Now, Republican leaders have no plans to bring the bill to the floor vote amid the time crunch, the three people familiar with the talks confirmed. That leaves the Democratic-controlled Senate — which is advancing its own, very different version of the Agriculture and FDA funding bill as part of a “minibus” spending package this week — in a far stronger negotiating position when it comes time to hammer out a compromise spending bill to fund the government.

“It’s dead, dead,” one of the people familiar with the talks said, describing the fate of the House USDA and FDA funding bill, and, for now, the ban on mail delivery of abortion pills House Republicans have been pushing.

Rep. Ryan Zinke (R-Mont.), a member of the Appropriations Committee, said agriculture was important “on both sides of the aisle” but that Agriculture Department and FDA funding will likely be hammered out in talks with the Senate.
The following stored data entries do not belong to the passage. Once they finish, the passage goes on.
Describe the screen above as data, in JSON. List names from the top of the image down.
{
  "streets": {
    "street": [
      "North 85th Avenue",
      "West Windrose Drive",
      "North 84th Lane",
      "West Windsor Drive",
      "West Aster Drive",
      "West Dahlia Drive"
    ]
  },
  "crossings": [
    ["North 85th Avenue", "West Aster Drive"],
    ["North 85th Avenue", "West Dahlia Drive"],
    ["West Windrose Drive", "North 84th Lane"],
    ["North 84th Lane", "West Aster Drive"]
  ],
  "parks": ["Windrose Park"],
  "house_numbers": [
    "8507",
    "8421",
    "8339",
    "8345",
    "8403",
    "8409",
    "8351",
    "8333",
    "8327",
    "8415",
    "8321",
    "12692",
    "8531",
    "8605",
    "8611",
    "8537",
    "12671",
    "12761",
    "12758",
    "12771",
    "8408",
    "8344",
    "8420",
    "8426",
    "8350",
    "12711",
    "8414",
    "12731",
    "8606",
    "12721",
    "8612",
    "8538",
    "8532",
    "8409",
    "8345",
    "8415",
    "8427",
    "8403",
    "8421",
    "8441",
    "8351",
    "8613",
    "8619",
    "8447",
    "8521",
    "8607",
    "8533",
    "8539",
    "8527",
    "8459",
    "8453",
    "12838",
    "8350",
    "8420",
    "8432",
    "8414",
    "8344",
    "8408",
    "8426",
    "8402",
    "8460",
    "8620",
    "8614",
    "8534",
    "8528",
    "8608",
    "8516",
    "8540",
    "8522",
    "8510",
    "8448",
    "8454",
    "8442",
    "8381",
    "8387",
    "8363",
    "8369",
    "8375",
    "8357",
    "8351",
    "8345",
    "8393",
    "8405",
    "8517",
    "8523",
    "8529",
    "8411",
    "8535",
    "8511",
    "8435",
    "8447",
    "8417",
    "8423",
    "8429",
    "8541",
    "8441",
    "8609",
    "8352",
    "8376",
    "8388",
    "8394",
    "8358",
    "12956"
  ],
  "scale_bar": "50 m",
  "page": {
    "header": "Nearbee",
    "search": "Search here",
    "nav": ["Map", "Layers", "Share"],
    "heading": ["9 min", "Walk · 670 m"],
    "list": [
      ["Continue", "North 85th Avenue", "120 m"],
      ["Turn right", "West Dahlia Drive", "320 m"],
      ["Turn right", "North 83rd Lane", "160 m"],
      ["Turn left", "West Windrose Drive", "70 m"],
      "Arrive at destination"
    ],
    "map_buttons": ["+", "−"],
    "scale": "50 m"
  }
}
The focus now, the Montana Republican said, should be elsewhere.

“We gotta get the border done,” Zinke said.

While GOP leaders anticipated pushback on the spending proposals from their right flank — including pressure for deeper spending cuts and tougher border security measures — they’ve also faced rare public pushback from moderate Republicans, who have dug in against their abortion strategy. In particular, those moderates have objected to the provision in the Agriculture and FDA spending bill to ban mail delivery of abortion pills, which have become a major flashpoint since the Dobbs decision overturned Roe v. Wade last year. Approved for use up to 10 weeks of pregnancy, the pills have become the most common method of abortion in the U.S. but battles over the drugs continuing to play out in courts, state legislatures and on Capitol Hill.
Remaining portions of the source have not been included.